To address this, new age verification procedures were introduced this year for UK licensed operators that now make it virtually impossible for any child to open and use an online account with any of our members. Our members have led the way, adopting a whistle-to-whistle ban on advertising during the coverage of live sport. Additionally, the Youth Outreach programme, supported by BGC members and recently expanded by GamCare, has developed local hubs to help identify individuals at risk of problem gambling. The 2,000 professionals working on this project have already helped more than 7,500 young people. Such initiatives can ensure that when young people turn 18, they know the risks associated with betting and gaming and they can engage with a fair and safe environment in an enjoyable way.
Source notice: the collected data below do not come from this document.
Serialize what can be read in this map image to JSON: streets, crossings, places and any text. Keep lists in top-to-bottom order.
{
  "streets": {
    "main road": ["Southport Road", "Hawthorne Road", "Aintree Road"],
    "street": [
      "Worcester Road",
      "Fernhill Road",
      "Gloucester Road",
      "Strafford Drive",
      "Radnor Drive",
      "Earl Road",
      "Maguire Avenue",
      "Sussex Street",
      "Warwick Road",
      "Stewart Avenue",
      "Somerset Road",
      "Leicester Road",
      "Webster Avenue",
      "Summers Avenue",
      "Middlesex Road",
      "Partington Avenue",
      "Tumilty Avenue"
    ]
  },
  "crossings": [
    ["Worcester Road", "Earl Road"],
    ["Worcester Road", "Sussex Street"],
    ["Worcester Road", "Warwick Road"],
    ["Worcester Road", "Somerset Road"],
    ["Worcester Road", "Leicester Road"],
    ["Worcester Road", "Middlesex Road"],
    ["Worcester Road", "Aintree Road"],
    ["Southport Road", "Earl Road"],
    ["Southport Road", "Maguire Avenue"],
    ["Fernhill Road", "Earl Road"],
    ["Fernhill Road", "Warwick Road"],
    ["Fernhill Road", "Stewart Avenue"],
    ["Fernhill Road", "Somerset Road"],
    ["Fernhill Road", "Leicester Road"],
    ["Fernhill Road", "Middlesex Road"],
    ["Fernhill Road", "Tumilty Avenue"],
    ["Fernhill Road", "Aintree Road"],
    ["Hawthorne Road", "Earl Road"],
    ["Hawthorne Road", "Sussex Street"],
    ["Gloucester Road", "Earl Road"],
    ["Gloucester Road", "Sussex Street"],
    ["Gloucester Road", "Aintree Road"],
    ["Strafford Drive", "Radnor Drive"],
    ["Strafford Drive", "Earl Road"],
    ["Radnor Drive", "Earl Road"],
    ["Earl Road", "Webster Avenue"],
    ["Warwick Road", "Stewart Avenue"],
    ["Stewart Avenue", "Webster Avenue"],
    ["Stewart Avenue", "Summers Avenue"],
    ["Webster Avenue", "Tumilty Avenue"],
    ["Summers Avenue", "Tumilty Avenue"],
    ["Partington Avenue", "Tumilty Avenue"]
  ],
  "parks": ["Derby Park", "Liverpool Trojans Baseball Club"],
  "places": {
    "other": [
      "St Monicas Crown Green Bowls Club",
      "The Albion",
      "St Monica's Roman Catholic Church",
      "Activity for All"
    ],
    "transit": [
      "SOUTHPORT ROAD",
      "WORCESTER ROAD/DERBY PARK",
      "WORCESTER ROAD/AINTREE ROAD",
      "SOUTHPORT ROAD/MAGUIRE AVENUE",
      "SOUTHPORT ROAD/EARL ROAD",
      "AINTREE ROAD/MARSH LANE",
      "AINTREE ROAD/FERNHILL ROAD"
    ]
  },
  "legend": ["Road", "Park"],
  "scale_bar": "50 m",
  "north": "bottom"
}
Looking forward, as part of our recently announced Safer Gambling Commitments, BGC members will be providing £10 million towards a four-year national education campaign for adolescents and young people. Delivered by experts such as GamCare and YGam, the programme will interact directly with young people and support teachers. This will be complemented by mandatory PHSE teaching on gambling in schools from September 2020.
More widely, we are working with the financial services industry to ensure that young people cannot undertake gambling transactions when underage. We are also working with advertising bodies to introduce new technologies to prevent gambling adverts being seen by anyone under the age of 18.
There are two strands to our approach to young people and gambling. Firstly, ensuring that no one under the age of 18 can gamble illegally, and secondly providing young people and their parents with the necessary education and support to bet and game safely and responsibly.
We look forward to making great progress in these areas in 2020, working collaboratively with organisations across the sector.